Smallfoot is a 2018 American computer-animated musical comedy film co-produced by Warner Animation Group and Zaftig Films, and distributed by Warner Bros. Pictures. Based on the unpublished children's book Yeti Tracks by Sergio Pablos, the film was co-written and directed by Karey Kirkpatrick, and stars the voices of Channing Tatum, James Corden, Zendaya, Common, LeBron James, Gina Rodriguez, Danny DeVito, Yara Shahidi, Ely Henry and Jimmy Tatro. The plot follows a tribe of Himalayan Yeti who come across a human being, with each species thinking the other was just a myth.

Smallfoot was theatrically released in the United States on September 28, 2018. It received a mostly positive reception from critics and grossed over $214 million at the box office.

Plot

A village of Yetis live in isolation on the top of a mountain in the Himalayas, above the clouds and hidden away from sight. Migo is a yeti who abides by the law of the ancient stones held by the Stonekeeper, the yetis' leader. Migo's father, Dorgle, projects himself through the air each morning to hit a gong with his head, as the yetis believe this wakes up the sun. While learning how to ring the gong, Migo is distracted by the Stonekeeper's daughter, Meechee, whom he has a crush on, and misses the gong, landing outside the village. There, Migo witnesses a plane crash and finds a "smallfoot" (human), whom the yetis believe is mythical. Migo runs back to inform the villagers, but he lacks proof, and Stonekeeper claims he is lying and banishes him from the village. Migo is suddenly visited by rejected yetis Gwangi, Kolka, and Fleem, who do not believe in the stones, and bring him to the Smallfoot Evidentiary Society (S.E.S.), which is led by Meechee. She convinces Migo to travel below the clouds despite the stones telling them that there is nothing underneath. After some hesitation, Migo agrees to go, but his rope snaps and Migo falls, where he discovers land.

Percy Patterson is a British human filmmaker of wildlife documentaries who has lost most of his viewership. He meets the pilot who saw Migo, and in an attempt to regain his fame, tries unsuccessfully to convince his assistant, Brenda, to dress up as a yeti for filming. Migo arrives and unknowingly scares Percy when trying to communicate with him due to yeti's and human's inability to understand each other. When Migo inadvertently terrifies Percy by his attempted communication, Percy attempts to tranquilize Migo. However the errant dart ends up hitting Percy, rendering him temporarily unconscious. Migo then decides to abduct the unconscious Percy by stuffing him into a sleeping bag that he straps to his chest for the return trip home.
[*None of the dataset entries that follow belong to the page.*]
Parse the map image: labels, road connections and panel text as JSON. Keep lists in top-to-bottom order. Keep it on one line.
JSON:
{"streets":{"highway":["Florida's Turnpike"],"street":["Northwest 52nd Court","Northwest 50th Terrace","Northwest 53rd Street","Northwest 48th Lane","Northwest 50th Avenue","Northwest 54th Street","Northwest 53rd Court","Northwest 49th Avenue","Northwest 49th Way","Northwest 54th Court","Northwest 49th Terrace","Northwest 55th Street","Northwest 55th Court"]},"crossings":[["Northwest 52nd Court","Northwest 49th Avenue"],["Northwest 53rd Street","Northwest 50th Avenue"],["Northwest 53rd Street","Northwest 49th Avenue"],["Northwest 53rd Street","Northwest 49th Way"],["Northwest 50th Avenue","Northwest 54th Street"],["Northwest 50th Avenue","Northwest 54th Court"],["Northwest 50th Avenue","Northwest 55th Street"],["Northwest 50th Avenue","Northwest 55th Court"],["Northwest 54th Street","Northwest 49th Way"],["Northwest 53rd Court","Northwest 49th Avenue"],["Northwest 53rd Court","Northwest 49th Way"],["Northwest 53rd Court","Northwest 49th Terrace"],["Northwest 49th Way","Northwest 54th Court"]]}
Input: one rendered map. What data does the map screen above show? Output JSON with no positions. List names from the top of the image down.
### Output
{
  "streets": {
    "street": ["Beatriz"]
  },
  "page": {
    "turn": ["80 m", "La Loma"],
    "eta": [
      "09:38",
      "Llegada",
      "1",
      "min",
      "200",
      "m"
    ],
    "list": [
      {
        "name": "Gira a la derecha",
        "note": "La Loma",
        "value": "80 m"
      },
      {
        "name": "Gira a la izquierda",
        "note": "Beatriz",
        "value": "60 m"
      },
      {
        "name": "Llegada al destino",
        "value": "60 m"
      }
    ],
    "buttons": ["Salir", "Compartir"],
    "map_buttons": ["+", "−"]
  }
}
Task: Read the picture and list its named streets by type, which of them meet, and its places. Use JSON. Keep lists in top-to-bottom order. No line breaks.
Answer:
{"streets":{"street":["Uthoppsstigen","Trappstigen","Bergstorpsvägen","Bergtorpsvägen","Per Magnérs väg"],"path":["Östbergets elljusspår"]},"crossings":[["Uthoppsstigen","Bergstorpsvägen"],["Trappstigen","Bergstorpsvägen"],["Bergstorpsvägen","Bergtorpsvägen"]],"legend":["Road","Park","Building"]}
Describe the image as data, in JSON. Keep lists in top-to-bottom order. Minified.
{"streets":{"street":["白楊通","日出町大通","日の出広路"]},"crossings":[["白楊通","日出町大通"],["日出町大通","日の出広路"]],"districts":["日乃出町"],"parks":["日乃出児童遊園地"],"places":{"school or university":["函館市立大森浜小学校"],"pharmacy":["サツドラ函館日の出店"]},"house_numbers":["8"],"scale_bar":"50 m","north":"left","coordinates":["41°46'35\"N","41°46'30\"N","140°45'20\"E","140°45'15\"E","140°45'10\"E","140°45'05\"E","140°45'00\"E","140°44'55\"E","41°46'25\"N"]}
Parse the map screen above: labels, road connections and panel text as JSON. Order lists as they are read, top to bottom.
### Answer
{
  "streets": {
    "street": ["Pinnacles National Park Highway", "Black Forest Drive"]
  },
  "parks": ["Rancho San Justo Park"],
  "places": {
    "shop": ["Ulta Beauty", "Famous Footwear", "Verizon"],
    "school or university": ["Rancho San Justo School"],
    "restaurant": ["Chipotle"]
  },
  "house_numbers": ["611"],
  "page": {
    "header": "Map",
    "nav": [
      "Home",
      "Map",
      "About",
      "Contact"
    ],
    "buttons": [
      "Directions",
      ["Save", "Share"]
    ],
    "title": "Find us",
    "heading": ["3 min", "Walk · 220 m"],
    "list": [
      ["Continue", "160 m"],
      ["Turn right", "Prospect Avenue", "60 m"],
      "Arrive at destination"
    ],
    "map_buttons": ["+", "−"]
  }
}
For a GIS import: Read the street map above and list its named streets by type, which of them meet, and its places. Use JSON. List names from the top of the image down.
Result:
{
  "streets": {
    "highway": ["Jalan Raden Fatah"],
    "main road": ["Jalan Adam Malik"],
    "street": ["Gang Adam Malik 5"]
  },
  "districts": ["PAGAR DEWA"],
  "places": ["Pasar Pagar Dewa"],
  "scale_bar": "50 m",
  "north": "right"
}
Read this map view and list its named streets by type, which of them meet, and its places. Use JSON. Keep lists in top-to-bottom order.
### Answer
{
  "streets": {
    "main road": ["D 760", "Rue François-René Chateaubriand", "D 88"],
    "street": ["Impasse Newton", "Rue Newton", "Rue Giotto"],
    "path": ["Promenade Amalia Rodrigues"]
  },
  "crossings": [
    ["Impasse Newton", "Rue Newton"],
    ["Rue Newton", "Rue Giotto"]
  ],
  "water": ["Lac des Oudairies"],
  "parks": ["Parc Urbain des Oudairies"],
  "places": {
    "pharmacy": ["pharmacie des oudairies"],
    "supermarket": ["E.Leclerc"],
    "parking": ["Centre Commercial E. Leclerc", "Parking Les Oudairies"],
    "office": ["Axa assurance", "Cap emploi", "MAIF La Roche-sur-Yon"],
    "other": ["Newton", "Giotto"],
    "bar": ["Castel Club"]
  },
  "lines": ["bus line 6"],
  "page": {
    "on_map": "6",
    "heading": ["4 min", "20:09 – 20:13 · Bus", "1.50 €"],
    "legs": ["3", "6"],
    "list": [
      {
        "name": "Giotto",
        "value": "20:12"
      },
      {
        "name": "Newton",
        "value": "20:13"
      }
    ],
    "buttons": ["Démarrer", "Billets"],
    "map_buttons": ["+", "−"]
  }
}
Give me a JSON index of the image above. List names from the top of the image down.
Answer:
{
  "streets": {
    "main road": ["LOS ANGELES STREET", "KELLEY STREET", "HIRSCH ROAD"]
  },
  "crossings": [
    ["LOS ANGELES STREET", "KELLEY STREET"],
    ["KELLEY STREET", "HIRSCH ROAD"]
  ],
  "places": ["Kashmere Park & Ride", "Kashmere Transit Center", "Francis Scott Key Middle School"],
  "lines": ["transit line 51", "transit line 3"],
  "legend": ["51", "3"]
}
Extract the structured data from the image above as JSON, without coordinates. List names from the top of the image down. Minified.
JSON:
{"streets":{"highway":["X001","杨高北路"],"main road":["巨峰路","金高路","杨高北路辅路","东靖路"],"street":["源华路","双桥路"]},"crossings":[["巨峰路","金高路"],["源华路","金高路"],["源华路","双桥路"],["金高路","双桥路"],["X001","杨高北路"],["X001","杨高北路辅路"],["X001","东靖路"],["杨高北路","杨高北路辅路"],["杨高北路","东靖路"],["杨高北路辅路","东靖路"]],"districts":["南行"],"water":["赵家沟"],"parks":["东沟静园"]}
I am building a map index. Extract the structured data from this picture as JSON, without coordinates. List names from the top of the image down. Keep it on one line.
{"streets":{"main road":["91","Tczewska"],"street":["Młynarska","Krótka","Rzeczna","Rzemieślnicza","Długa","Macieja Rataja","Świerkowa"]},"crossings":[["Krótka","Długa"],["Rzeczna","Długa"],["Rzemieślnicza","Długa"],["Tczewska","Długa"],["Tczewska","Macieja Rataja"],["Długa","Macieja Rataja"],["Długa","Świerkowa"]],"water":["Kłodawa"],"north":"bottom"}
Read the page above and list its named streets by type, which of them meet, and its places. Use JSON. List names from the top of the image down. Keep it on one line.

During the long trek back up the mountain, Migo and Percy encounter a severe blizzard which blows them into a nearby cave. Migo discovers that Percy has frozen completely solid. He quickly lights a fire and ties Percy up over a fire to thaw him out and save his life. As Percy regains consciousness, he believes that Migo is trying to cook him alive. Percy breaks free from the rope and proceeds to film and upload a cell phone video of Migo while narrating that the yeti is threatening to eat him, before attempting to escape. While chasing after Percy, Migo's toe becomes ensnared in a bear trap and Percy takes pity on Migo by removing the trap and bandaging his wound. Realizing that the yeti is trying to communicate with him, Percy agrees to go with Migo and they head back up the mountain overnight, where they reunite with the S.E.S. the next morning.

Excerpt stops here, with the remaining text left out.